Le richieste del Parlamento solo in parte sembrano venire accolte dalla nuova mediazione che sta realizzando un compresso a conferma del bilancio di austerità. Questo esito confermerebbe che ancora son lontani i tempi nei quali l’Europa possa cambiare linea, per passare dalla “austerità senza crescita” alla “crescita senza l’austerità”.

Nonostante la tesi della “austerità espansiva” sia stata bocciata già da tempo dalla realtà dei fatti, dalla decrescita del Pil in Grecia, Portogallo, Spagna, Italia, Olanda, Cipro, Slovenia, nell’Eurozona intera, sancita dalle ultime previsioni della BCE per il 2013 (Bollettino giugno 2013: www.ecb.int/pub/pdf/mobu/mb201306en.pdf), dagli oltre 27 milioni di disoccupati che vagano in Europa, alcuni dei quali varcano i confini per cercare lavoro altrove, oltre che dagli errori lapalissiani degli economisti neo-liberisti fautori di questa vecchia dottrina non solo anti-keynesiana, ma pre-keynesiana.

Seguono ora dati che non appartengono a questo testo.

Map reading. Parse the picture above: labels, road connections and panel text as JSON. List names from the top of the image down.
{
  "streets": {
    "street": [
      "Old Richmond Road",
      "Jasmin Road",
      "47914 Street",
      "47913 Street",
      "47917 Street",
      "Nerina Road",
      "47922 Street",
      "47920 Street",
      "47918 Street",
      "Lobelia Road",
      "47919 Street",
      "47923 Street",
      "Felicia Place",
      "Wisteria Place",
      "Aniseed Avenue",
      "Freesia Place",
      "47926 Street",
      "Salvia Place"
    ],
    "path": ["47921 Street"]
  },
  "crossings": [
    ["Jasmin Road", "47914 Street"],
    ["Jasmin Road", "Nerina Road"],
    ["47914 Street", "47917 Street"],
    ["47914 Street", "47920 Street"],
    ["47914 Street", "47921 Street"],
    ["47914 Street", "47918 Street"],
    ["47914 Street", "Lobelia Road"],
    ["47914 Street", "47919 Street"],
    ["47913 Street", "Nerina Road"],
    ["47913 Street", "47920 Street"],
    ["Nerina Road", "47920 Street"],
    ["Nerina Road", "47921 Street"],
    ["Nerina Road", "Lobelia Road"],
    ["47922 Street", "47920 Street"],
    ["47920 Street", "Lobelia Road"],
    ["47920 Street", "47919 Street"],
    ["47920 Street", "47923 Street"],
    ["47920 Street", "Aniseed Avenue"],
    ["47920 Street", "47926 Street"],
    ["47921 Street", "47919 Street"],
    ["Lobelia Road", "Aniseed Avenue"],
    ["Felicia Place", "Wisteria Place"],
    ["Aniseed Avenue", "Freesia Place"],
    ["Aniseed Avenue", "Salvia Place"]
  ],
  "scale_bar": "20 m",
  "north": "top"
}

Nonostante tutto ciò, l’austerità impera. D’altra parte le elezioni tedesche sono ancora lontane, e finché queste non si svolgeranno, non si muoverà foglia. E questo vale anche per il prossimo Consiglio Europeo di fine giugno.

La mediazione che il negoziato sta realizzando prevede sì un poco di quella flessibilità nella gestione del bilancio che il Parlamento e la Commissione chiedevano, tra le voci e tra gli anni, ma oltre a questo prevede poco altro, se non intenti.

Prevede che si dia sin da ora copertura del deficit del 2013, per un ammontare di circa 11 miliardi di €, in modo tale che questo non vada a gravare sul bilancio pluriennale successivo allargando il gap tra impegni e pagamenti che mette già in difficoltà la Commissione nella gestione del budget.

Prevede che vi sia una sorta di verifica di midterm, la cosiddetta clausola di revisione nel 2016, per valutare lo stato del budget nella crisi e come poter intervenire nell’ambito comunque dei saldi complessivi, cioè delle cifre definite sul complesso degli impegni e dei pagamenti. Le procedure di questa revisione rimangono però incerte, e sotto la mannaia del potere di veto che alcuni paesi potrebbero sempre esercitare nel caso di cambiamenti pro-crescita che gli euroscettici contrastano dal 2012, quando hanno bocciato la proposta iniziale della Commissione Europea. Questo è un aspetto importante in quanto dal 2014 vi sarà un nuovo Parlamento che verrà eletto in primavera, e l’attuale Parlamento non vuole che questo nuovo Parlamento non possa avere voce in capitolo su un bilancio che vincola l’Unione per 7 anni, ad iniziare proprio dal 2014. Se la verifica del 2016 non fosse obbligatoria, oppure se bastasse il veto di uno dei Paesi membri per bloccare ogni modifica, il budget approvato oggi diverrebbe una “gabbia” a salvaguardia delle politiche di austerità.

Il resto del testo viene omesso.